**RECORDED DATA**
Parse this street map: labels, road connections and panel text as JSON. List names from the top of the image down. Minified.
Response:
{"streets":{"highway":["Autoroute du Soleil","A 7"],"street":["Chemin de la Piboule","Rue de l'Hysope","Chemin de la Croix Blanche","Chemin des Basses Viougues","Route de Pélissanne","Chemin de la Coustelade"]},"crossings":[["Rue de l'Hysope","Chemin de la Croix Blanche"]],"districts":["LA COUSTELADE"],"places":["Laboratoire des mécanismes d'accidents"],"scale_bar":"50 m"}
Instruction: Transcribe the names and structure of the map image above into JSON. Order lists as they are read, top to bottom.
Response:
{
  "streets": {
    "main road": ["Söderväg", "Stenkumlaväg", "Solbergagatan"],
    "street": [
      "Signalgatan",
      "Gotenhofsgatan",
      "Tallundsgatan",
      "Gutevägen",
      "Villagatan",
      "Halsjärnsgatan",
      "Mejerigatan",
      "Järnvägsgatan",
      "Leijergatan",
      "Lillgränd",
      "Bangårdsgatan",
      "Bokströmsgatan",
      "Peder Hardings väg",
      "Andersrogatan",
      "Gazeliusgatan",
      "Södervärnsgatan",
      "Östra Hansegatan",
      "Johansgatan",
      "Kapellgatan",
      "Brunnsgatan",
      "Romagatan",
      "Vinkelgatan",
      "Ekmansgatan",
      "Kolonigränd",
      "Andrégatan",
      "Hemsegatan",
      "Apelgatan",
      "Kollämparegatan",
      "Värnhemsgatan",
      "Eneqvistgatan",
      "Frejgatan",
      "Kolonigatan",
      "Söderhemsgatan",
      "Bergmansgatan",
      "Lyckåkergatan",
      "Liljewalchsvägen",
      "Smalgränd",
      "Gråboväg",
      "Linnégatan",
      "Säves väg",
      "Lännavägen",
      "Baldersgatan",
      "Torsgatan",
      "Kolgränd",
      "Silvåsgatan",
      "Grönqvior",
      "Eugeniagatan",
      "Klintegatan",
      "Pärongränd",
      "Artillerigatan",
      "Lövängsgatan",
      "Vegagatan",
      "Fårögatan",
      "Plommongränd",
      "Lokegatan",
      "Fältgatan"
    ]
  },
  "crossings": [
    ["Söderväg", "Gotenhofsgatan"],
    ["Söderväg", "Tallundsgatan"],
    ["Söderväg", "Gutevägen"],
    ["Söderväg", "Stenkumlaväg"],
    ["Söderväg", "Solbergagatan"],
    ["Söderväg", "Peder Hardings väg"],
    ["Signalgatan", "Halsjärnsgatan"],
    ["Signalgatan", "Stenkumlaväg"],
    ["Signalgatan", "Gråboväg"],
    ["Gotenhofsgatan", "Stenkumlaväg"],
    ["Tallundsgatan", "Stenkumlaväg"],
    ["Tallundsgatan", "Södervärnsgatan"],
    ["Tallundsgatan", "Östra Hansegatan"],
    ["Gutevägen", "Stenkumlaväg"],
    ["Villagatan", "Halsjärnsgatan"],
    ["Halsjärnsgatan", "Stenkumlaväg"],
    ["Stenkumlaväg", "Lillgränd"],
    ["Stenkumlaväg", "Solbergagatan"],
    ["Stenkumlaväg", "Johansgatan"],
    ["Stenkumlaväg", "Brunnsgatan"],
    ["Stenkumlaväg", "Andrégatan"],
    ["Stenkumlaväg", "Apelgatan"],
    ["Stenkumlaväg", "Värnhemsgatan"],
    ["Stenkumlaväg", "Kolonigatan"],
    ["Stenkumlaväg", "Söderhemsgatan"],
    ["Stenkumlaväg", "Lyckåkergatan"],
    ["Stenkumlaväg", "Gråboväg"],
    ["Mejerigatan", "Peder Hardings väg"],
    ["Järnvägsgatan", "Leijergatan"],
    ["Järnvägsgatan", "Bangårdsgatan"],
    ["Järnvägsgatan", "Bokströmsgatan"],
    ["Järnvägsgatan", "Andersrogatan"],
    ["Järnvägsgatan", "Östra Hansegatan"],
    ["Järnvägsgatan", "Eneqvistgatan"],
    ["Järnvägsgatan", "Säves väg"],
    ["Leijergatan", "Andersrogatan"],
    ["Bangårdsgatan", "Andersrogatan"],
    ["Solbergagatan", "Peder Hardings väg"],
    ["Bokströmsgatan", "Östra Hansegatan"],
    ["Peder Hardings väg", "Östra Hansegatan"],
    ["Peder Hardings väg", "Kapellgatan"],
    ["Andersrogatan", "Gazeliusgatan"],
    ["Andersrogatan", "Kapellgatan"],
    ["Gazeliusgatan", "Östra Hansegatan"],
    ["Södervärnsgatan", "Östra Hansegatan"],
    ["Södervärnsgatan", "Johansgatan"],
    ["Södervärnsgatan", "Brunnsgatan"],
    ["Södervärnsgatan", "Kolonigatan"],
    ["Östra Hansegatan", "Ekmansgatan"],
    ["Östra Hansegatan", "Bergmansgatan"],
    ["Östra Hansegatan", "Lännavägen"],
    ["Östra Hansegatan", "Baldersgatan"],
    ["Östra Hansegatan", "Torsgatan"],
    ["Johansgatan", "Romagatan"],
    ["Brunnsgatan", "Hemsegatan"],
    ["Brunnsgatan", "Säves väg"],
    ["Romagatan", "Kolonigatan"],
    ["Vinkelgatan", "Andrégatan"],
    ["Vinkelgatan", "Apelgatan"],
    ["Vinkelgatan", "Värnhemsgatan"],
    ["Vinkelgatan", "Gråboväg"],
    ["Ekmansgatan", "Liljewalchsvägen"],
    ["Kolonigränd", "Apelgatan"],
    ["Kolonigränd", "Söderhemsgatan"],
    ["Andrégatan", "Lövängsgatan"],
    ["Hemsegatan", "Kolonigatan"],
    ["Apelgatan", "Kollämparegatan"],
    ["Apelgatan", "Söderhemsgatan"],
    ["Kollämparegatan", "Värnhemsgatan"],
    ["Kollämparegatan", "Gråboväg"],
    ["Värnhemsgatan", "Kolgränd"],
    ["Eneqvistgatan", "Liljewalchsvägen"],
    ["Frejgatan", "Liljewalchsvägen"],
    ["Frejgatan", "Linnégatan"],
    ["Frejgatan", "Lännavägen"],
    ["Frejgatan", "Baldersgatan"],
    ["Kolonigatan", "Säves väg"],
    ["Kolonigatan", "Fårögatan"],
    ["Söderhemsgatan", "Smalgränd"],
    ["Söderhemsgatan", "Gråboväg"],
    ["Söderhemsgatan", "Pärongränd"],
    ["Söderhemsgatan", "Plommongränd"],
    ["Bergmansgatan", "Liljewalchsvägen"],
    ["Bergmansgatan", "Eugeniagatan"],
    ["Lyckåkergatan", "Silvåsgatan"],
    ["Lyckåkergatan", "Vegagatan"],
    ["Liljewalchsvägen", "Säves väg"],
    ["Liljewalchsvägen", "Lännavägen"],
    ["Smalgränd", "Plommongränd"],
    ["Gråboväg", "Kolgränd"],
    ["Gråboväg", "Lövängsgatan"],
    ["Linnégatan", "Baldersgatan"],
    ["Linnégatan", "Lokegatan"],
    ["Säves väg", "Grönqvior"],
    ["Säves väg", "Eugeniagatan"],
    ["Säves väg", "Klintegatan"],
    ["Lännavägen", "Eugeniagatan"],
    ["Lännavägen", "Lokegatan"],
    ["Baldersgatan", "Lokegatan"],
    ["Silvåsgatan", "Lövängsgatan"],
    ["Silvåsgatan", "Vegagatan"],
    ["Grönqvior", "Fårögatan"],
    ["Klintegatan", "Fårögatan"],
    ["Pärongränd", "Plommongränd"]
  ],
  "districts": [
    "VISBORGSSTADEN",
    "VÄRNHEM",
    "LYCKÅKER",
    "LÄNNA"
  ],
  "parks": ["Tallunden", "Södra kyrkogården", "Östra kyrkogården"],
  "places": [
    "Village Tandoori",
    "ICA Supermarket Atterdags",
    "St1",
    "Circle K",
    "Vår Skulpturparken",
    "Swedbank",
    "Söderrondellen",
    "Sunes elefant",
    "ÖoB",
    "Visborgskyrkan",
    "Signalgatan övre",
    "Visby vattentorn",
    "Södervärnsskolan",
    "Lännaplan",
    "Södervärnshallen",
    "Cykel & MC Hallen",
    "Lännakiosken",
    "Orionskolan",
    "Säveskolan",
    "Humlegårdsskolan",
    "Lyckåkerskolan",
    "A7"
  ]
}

**ABOUT THIS TASK**
State how many lines in the records above contain the word "Fårögatan", giving only the number.

**EXERCISE SOLUTION**
4